"Gimana keadaanmu, Tan?"
Demikian tanyaku tanpa bertele-tele pada seorang kawan lama yang tinggal di pulau seberang. Kami tak pernah bertemu 17 tahun dan baru setahun terakhir menyambung silaturahmi lewat dunia maya.
"Alhamdulillah, kami sudah membaik," jawabnya. Tak sampai seminggu yang lalu tiba-tiba ia mengirimkan pesan WA mengabarkan kalau dia dan ibunya yang serumah positif PCR, hingga anak-anaknya mengungsi ke luar kota di tempat bapaknya berdinas.

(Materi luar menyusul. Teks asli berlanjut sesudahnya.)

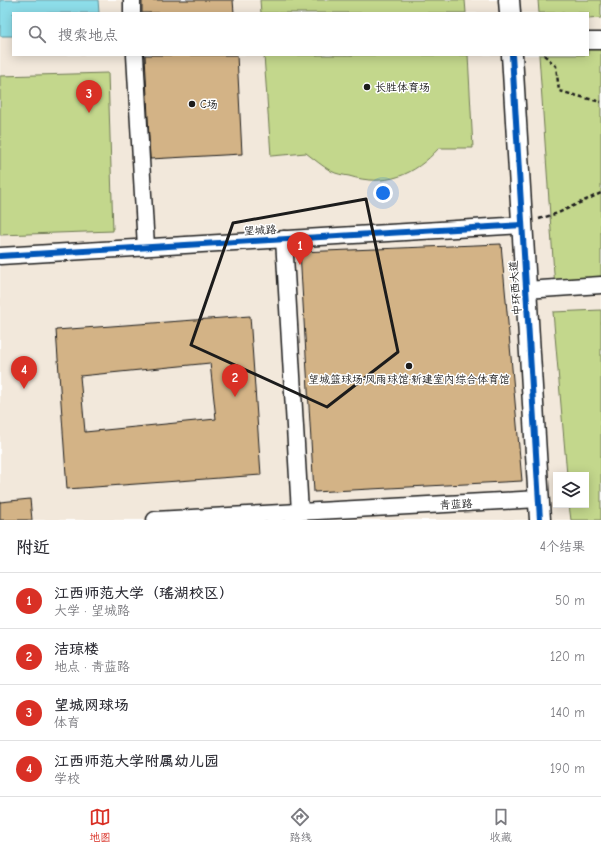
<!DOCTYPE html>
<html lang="zh">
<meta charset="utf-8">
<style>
:root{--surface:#fff;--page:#f2f2f3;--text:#2b2b33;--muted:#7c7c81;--line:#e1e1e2;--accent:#d93025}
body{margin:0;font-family:"Comic Neue","LXGW WenKai TC",sans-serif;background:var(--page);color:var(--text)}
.controls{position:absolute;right:12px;bottom:12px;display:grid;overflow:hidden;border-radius:0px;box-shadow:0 2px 10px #0003}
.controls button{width:36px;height:36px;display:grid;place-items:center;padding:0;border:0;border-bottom:1px solid var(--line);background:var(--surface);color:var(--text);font:20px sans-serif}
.you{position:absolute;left:383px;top:193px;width:14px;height:14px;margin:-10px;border:3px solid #fff;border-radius:50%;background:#1a73e8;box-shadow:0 0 0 6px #1a73e833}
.badge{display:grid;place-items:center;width:26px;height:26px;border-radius:50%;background:var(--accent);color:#fff;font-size:13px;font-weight:700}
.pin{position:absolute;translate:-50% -33px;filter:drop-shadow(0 1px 2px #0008)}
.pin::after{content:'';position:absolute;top:21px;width:14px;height:12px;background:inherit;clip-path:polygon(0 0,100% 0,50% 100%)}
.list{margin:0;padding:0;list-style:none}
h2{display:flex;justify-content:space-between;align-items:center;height:52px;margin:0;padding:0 16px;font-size:17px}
h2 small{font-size:13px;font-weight:400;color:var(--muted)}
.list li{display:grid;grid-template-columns:26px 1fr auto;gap:12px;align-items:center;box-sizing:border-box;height:56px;padding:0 16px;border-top:1px solid var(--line)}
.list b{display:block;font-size:15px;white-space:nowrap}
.list p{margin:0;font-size:13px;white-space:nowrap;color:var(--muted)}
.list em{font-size:13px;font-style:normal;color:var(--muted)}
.icon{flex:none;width:22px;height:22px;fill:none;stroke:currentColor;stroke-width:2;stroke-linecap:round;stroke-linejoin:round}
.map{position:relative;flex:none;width:601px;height:520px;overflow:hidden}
.search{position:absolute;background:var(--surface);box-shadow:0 2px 10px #0003;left:12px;right:12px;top:12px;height:44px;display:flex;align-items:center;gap:10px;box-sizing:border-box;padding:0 14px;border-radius:0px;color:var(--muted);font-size:15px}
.sheet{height:276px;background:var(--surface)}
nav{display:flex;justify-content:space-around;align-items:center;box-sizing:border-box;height:56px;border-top:1px solid var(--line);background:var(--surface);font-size:11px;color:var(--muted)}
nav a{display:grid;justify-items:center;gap:2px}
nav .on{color:var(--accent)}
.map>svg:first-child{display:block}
.built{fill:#f2e8db;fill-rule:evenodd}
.green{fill:#c3d78c;stroke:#707a54}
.water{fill:#8ddde9;stroke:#609097}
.building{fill:#d3b386;stroke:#1c1c1c;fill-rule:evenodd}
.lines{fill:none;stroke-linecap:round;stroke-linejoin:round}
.minor-casing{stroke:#1c1c1c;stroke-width:19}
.tertiary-casing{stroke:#1c1c1c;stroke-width:23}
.path{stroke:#1c1c1c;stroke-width:2.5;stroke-dasharray:4 3;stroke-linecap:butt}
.minor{stroke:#fff;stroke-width:16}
.tertiary{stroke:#fff;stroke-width:20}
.cycleway-casing{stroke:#fff;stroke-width:8}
.cycleway{stroke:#0057b8;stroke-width:6}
.marked{fill:none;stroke:#1c1c1c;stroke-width:3;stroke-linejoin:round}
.poi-dot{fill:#1c1c1c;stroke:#fff;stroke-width:1.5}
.labels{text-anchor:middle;stroke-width:3;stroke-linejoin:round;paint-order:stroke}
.poi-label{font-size:11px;fill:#1c1c1c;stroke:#fff;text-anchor:start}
.street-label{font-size:11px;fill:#1c1c1c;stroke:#fff}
</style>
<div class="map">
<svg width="601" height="520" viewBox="0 0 601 520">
<rect width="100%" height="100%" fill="#fff"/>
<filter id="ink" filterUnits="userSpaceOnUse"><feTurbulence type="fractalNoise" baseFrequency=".025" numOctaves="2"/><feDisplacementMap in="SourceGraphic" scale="8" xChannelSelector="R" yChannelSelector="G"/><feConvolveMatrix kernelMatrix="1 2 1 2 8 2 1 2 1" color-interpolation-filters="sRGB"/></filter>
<g filter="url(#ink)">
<path class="built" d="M0 0H601V520H0ZM13 13H588V55H13ZM556 475H586V505H556Z"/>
<g class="green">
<polygon points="260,0 465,0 466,13 261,13"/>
<polygon points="538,0 601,0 601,18 588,19 588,13 539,13"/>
<polygon points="588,41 601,41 601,285 555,288 539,55 588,55"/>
<path d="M264 55H468L473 148H439C414 176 385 187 349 176 343 175 336 174 331 171 322 166 314 159 306 153L271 156Z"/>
<polygon points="108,73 113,231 0,235 0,76"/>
<polygon points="601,310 601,520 571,520 569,505 586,505 586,475 567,475 553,312"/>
</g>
<polygon class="water" points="0,0 98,0 99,13 13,13 13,36 0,36"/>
<g class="building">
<polygon points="142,0 233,0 234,13 142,13"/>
<polygon points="145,55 237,55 242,154 150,159"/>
<polygon points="501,244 522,481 314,492 300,252"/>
<path d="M250 316 261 475 67 489 56 330ZM210 363 216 419 85 432 80 376Z"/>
<polygon points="30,499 32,520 0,520 0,502"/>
</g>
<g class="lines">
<g class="minor-casing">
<g id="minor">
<polyline points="132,0 132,13"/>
<polyline points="588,41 601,41"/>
<polyline points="135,55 146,247"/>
<polyline points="284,239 300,512"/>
<polyline points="0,256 522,225"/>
<polyline points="526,290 601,285"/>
<polyline points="155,520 539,499"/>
</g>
</g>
<g class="tertiary-casing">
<g id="tertiary">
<polyline points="509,0 510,13"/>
<polyline points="512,55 540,520"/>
</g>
</g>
<g class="path">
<polyline points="544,55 556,66 559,91 601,102"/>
<polyline points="539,219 558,213 601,193"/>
</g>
<use href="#minor" class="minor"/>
<use href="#tertiary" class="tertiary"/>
<g class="cycleway-casing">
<g id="cycleway">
<polyline points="512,55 540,520"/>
<polyline points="0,256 522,225"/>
</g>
</g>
<use href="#cycleway" class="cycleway"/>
</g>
</g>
<path class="marked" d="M366 199 398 352 327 407 191 345 233 223Z"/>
<g class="poi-dot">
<circle cx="367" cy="87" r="4"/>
<circle cx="192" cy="104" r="4"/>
<circle cx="409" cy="366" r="4"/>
</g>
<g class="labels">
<g class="poi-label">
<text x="375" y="91">长胜体育场</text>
<text x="200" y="108">C场</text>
<text x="409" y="383" text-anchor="middle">望城篮球场·风雨球馆·新建室内综合体育馆</text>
</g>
<g class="street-label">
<text transform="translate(260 230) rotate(-3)" y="4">望城路</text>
<text transform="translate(515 288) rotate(-94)" y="4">中环西大道</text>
<text transform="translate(456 504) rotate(-3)" y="4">青蓝路</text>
</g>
</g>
</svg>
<div class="controls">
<button><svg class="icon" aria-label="layers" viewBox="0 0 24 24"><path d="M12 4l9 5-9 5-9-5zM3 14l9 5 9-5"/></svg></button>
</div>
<div class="you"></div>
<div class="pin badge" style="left:300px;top:265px">1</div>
<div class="pin badge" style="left:235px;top:397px">2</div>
<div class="pin badge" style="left:89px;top:113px">3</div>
<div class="pin badge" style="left:24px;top:389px">4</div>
<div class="search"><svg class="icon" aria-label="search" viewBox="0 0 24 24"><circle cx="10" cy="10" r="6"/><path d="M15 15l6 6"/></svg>搜索地点</div>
</div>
<section class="sheet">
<h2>附近<small>4个结果</small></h2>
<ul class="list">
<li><span class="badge">1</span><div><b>江西师范大学（瑶湖校区）</b><p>大学 · 望城路</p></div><em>50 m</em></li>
<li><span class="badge">2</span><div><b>洁琼楼</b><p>地点 · 青蓝路</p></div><em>120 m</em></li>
<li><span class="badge">3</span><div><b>望城网球场</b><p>体育</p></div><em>140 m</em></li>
<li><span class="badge">4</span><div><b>江西师范大学附属幼儿园</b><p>学校</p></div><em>190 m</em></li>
</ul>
</section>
<nav>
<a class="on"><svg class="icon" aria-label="map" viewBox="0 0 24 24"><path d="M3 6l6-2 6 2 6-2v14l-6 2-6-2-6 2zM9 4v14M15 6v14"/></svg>地图</a>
<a><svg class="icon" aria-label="directions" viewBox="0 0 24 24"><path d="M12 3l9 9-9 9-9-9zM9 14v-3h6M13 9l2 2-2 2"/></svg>路线</a>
<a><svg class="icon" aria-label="saved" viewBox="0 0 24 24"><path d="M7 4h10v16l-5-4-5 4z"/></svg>收藏</a>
</nav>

Minggu kemarin seperti sedang berkecamuk perang saja. Satu per satu orang yang kukenal dekat tumbang oleh peluru nyasar Covid-19, yang konon dipicu oleh berkembangnya varian baru.
"Mba Febri positif lagi!" cerita seorang teman dua minggu yang lalu.
"Lho, lagi?" tanyaku memastikan. Aku pun langsung menyebutkan namanya dalam grup.
"Kamu hebat, Febri, keep fight ya!"
Dia pun menjawab dengan semringah. Dukungan sereceh pujian cukup berarti.
"Aku sudah lulus!"
Ifa, seorang kawan, mengirimkan foto sertifikat tanda telah selesai menjalani isolasi di sebuah RS lapangan di kota tempatnya berdinas. Ia memilih tinggal selama 10 hari di RS darurat tersebut, meski kondisinya cukup baik, demi menghindarkan teman-teman kosnya tertular.
Ifa mempostingnya di grup kami yang beranggotakan rekan-rekan sejawat yang punya kesamaan minat dalam menulis. Kami sedang mengerjakan proyek penulisan memoar dalam bentuk antologi.